PyAI Conf
Register now
/Pydantic Logfire

Is your Python web framework really the performance bottleneck?

Victorien Plot avatar
Victorien Plot
7 mins

It is pretty common to see benchmarks of new Python web frameworks popping up from time to time, often without actually representing real use cases. Within a web request to one of your backend endpoints, many things can happen (on top of the framework's own logic and data validation): cache and/or database queries, requests to external services, processing of data, etc., and I always wondered if the speed of the framework really matters in practice.

In this blog post, we are going to use our observability platform, Pydantic Logfire to investigate what usually takes longest in a web request.

To achieve this, we are going to use FastAPI, and define a dummy POST endpoint that will validate data from the request's body, perform a SQL query to a local SQLite database, and return the body unchanged. We're going to instrument our app using Logfire to get a sense of where time is being spent:

from pydantic import BaseModel
from fastapi import FastAPI, Body

import logfire

app = FastAPI()

logfire.configure(token='pylf_v1_...')

logfire.instrument_fastapi(app)
logfire.instrument_sqlite3()
# As FastAPI uses Pydantic to validate the body:
logfire.instrument_pydantic()


# Using LLMs is really useful to generate dummy nested models like this:
class Data(BaseModel):
    customer: Customer
    items: list[OrderItem]
    payments: list[Payment]
    notes: list[str]
    priority: int = Field(ge=1, le=10)
    scheduled_time: time | None
    # More nested fields
    ...


@app.post('/test', response_model=Data)
async def test(body: Annotated[Data, Body()]):
    query_results = run_sqlite_heavy_query()
    return body

Not shown in the code snippet, but run_sqlite_heavy_query() is defined as making a SQL query using sqlite3 file database (filled with a few thousand rows), and making a query involving multiple joins 1.

We then use our favourite LLM to generate a cURL command with sample data to be sent (~100 JSON objects, structured in a way that matches our Data Pydantic model), and see what happens on Logfire:

Logfire trace showing FastAPI request breakdown with Pydantic validation and SQL query spans for a heavy payload

As FastAPI is instrumented by Logfire, a root span is created and wraps the whole execution of the request. This allows us to get a clear breakdown of what is happening:

  • The first span is the validation of the JSON payload to produce a Data instance.
  • The second span is the SQL query being run.
  • The third span is the validation of the returned data. It is way faster than the input validation, as Pydantic does not re-validate instances by default 2.

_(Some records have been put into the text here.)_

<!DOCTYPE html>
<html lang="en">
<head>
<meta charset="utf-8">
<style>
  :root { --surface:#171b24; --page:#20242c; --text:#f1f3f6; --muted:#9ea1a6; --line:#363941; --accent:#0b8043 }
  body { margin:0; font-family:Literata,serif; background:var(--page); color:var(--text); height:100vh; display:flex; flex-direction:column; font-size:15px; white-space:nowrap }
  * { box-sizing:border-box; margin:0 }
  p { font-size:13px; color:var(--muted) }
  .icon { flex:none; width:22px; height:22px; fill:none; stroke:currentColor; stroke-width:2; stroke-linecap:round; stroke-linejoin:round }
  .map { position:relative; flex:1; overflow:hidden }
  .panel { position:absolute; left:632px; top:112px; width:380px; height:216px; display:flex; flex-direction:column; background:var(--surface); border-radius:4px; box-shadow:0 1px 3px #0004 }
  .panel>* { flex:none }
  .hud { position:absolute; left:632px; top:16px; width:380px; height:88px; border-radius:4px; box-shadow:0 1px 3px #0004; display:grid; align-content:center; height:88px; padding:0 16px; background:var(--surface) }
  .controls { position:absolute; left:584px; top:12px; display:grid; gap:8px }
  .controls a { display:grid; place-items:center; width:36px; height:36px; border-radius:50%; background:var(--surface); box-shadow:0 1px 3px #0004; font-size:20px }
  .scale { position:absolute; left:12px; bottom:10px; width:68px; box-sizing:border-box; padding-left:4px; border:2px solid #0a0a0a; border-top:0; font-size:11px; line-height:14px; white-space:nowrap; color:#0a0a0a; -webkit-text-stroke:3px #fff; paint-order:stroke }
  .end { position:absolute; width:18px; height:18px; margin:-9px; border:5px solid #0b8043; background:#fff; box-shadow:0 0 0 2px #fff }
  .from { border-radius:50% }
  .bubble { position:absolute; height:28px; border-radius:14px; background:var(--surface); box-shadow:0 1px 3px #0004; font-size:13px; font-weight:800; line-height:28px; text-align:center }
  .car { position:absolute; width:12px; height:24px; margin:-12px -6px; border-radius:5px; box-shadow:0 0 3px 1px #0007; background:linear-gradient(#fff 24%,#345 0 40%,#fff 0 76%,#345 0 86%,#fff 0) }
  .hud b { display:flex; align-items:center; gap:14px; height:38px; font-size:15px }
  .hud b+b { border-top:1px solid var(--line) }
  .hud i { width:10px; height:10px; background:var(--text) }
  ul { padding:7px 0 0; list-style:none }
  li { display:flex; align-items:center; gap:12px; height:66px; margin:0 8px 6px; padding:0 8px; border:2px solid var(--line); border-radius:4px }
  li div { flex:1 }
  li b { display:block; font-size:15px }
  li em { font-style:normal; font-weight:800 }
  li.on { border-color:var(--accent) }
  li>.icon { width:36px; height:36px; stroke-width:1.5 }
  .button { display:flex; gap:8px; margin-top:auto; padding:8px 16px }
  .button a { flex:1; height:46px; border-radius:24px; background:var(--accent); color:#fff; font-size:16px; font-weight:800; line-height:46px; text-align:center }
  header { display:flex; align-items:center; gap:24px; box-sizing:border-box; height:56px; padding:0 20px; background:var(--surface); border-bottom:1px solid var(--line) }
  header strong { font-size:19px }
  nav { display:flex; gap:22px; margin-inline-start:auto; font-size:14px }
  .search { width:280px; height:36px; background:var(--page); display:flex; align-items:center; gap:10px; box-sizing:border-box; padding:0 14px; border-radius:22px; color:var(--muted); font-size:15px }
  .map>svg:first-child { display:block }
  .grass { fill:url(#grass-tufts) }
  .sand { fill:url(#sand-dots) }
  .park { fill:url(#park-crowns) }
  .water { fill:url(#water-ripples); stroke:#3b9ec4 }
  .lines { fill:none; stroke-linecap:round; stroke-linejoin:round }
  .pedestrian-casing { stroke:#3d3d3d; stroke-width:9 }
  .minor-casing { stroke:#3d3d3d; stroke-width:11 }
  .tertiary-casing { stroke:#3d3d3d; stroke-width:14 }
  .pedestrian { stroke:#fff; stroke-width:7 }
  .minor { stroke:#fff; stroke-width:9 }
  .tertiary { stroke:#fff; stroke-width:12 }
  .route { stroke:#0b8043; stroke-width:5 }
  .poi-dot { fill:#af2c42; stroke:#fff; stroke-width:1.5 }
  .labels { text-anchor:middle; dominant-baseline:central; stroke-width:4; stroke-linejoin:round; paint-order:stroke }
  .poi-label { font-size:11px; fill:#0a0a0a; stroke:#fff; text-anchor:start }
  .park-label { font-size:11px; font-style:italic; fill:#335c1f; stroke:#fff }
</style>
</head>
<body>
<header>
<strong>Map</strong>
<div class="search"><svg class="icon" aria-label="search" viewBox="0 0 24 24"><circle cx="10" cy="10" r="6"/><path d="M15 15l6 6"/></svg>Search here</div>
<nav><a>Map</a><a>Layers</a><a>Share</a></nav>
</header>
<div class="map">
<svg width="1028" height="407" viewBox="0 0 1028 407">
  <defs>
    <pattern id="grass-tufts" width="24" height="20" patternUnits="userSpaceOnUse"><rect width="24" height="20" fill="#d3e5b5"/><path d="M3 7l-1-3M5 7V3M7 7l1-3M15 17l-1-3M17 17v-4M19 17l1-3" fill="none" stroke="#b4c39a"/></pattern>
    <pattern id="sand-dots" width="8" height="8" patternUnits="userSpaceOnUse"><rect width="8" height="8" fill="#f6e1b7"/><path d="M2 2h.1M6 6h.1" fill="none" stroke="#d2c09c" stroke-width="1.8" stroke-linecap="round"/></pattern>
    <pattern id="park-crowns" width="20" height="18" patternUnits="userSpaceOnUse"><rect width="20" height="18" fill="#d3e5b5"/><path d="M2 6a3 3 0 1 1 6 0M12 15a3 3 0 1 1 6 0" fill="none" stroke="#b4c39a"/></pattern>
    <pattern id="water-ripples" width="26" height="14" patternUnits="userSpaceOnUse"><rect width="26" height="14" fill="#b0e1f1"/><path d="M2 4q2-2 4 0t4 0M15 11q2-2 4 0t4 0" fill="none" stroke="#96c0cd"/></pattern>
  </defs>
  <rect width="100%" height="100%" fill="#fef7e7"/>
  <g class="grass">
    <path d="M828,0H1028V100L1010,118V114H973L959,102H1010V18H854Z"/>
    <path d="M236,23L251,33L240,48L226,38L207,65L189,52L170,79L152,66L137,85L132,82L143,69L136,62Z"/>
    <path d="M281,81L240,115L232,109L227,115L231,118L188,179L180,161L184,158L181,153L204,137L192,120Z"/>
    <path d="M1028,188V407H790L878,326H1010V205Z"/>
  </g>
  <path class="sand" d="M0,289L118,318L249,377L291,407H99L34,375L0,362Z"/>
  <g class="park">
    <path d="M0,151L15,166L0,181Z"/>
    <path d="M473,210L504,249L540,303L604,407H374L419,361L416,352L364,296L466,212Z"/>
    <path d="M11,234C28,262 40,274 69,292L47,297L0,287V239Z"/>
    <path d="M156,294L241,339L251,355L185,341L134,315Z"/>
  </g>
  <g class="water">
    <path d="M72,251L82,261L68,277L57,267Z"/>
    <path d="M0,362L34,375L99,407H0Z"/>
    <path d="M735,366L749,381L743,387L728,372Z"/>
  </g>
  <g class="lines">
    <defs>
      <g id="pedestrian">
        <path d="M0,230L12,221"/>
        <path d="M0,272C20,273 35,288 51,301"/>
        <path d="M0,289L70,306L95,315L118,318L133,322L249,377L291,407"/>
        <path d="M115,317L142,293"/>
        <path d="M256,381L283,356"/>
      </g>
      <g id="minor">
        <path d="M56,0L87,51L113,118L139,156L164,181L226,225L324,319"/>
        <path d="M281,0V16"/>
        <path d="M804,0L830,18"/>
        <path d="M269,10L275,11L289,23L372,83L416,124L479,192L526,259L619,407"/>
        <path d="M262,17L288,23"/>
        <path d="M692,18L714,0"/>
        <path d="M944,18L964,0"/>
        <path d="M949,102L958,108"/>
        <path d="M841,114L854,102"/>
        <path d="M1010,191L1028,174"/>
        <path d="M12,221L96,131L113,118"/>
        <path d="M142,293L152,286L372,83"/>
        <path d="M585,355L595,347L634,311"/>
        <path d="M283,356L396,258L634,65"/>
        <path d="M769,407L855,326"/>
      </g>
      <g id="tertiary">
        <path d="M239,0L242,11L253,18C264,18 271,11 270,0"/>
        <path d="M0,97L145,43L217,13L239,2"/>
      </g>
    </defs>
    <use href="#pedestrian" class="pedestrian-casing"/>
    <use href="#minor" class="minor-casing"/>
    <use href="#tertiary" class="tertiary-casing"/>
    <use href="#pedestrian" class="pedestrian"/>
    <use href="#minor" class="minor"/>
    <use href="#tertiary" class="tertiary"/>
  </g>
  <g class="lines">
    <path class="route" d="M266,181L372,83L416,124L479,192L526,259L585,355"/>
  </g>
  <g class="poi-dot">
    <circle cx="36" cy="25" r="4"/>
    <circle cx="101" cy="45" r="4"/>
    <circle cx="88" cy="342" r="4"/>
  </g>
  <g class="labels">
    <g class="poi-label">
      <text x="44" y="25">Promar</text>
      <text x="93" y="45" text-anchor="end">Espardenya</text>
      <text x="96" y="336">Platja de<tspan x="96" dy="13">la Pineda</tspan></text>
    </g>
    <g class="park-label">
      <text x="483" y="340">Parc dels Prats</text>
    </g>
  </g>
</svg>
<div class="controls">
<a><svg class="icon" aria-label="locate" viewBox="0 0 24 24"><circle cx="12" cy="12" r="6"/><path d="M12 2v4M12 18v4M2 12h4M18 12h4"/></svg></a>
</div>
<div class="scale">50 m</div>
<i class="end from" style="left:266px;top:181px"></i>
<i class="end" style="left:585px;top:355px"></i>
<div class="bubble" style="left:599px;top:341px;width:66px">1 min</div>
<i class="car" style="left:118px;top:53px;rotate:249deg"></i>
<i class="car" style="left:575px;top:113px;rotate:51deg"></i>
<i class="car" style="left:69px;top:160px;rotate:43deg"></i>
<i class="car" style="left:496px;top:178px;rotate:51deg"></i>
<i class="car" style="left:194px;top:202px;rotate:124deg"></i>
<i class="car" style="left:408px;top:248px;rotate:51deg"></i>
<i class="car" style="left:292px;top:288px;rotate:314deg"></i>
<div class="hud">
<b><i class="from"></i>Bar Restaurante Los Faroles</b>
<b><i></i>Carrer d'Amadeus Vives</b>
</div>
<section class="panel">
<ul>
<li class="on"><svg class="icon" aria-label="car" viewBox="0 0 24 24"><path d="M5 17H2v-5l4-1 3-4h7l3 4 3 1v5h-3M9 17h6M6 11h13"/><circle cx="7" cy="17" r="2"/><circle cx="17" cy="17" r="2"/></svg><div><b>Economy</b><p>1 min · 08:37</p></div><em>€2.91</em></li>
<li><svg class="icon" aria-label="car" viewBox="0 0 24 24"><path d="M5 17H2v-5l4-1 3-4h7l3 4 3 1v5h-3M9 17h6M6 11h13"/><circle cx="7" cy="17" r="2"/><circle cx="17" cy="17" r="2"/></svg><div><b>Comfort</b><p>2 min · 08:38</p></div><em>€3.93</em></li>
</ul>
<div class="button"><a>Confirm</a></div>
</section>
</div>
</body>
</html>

You will notice the small gaps between each span, which presumably is time being spent in the actual FastAPI logic (routing, etc). We can see from the experiment that with a relatively large JSON payload and expensive query, a really small amount of time is being used by the actual web framework.

Now when doing performance measurements, relativity is what matters: FastAPI's own logic is insignificant compared to the data validation/DB query in our example, but might not be if we reduce the size/complexity of the payload/query. To test this, we define a /test-light endpoint, reducing the payload and query complexity:

Logfire trace showing lighter payload with more visible FastAPI framework overhead between spans

Now it seems like the gaps between the spans are more noticeable. I got curious, and wanted to see where that time was being spent: I took a dive into the fastapi logic, and wrapped some parts of the routing logic with Logfire spans, and added some logs as well. Here is the result:

👉 View the Live Logfire Trace

Note that to try matching a real FastAPI app, I artificially registered a thousand dummy routes, so that the route matching logic would actually be realistic. What I noticed is that most of the time is spent in things "outside of FastAPI's control". The request's body is first being parsed as bytes, then as JSON 3, the actual run of the endpoint function is almost all about running the SQL query, and a bit of time is spent serializing the response body.

Some non-negligible time is spent in the route matching, so it may be worth looking into it, and see if it can be optimized.

More importantly, we can easily deduce that the framework on its own is rarely going to be the bottleneck. Also note that this was all run locally, and so does not account for any latency between the client and the server.

Our experiment with Pydantic Logfire shows that Python web framework overhead is typically negligible compared to real application work like data validation, database queries, and response serialization. Even with a lighter payload and simpler query, FastAPI's own routing and request handling accounted for only a small fraction of the total request duration.

Before reaching for a "faster" framework, consider profiling your actual application with an observability tool like Logfire. The bottleneck is likely in your application logic, not the framework, and distributed tracing can help you pinpoint exactly where.

Source code for this experiment.

Footnotes

  1. As we mentioned, this isn't representative of a real deployment as this does not account for any latency to access the database, but should still be relatively accurate.

  2. You will want to use the revalidate_instances configuration value to do so.

  3. FastAPI currently relies on Starlette, which in turn unconditionally uses the standard library json module to parse the body. One interesting experiment would be to use Pydantic's native JSON validation instead, directly as part of the validation step.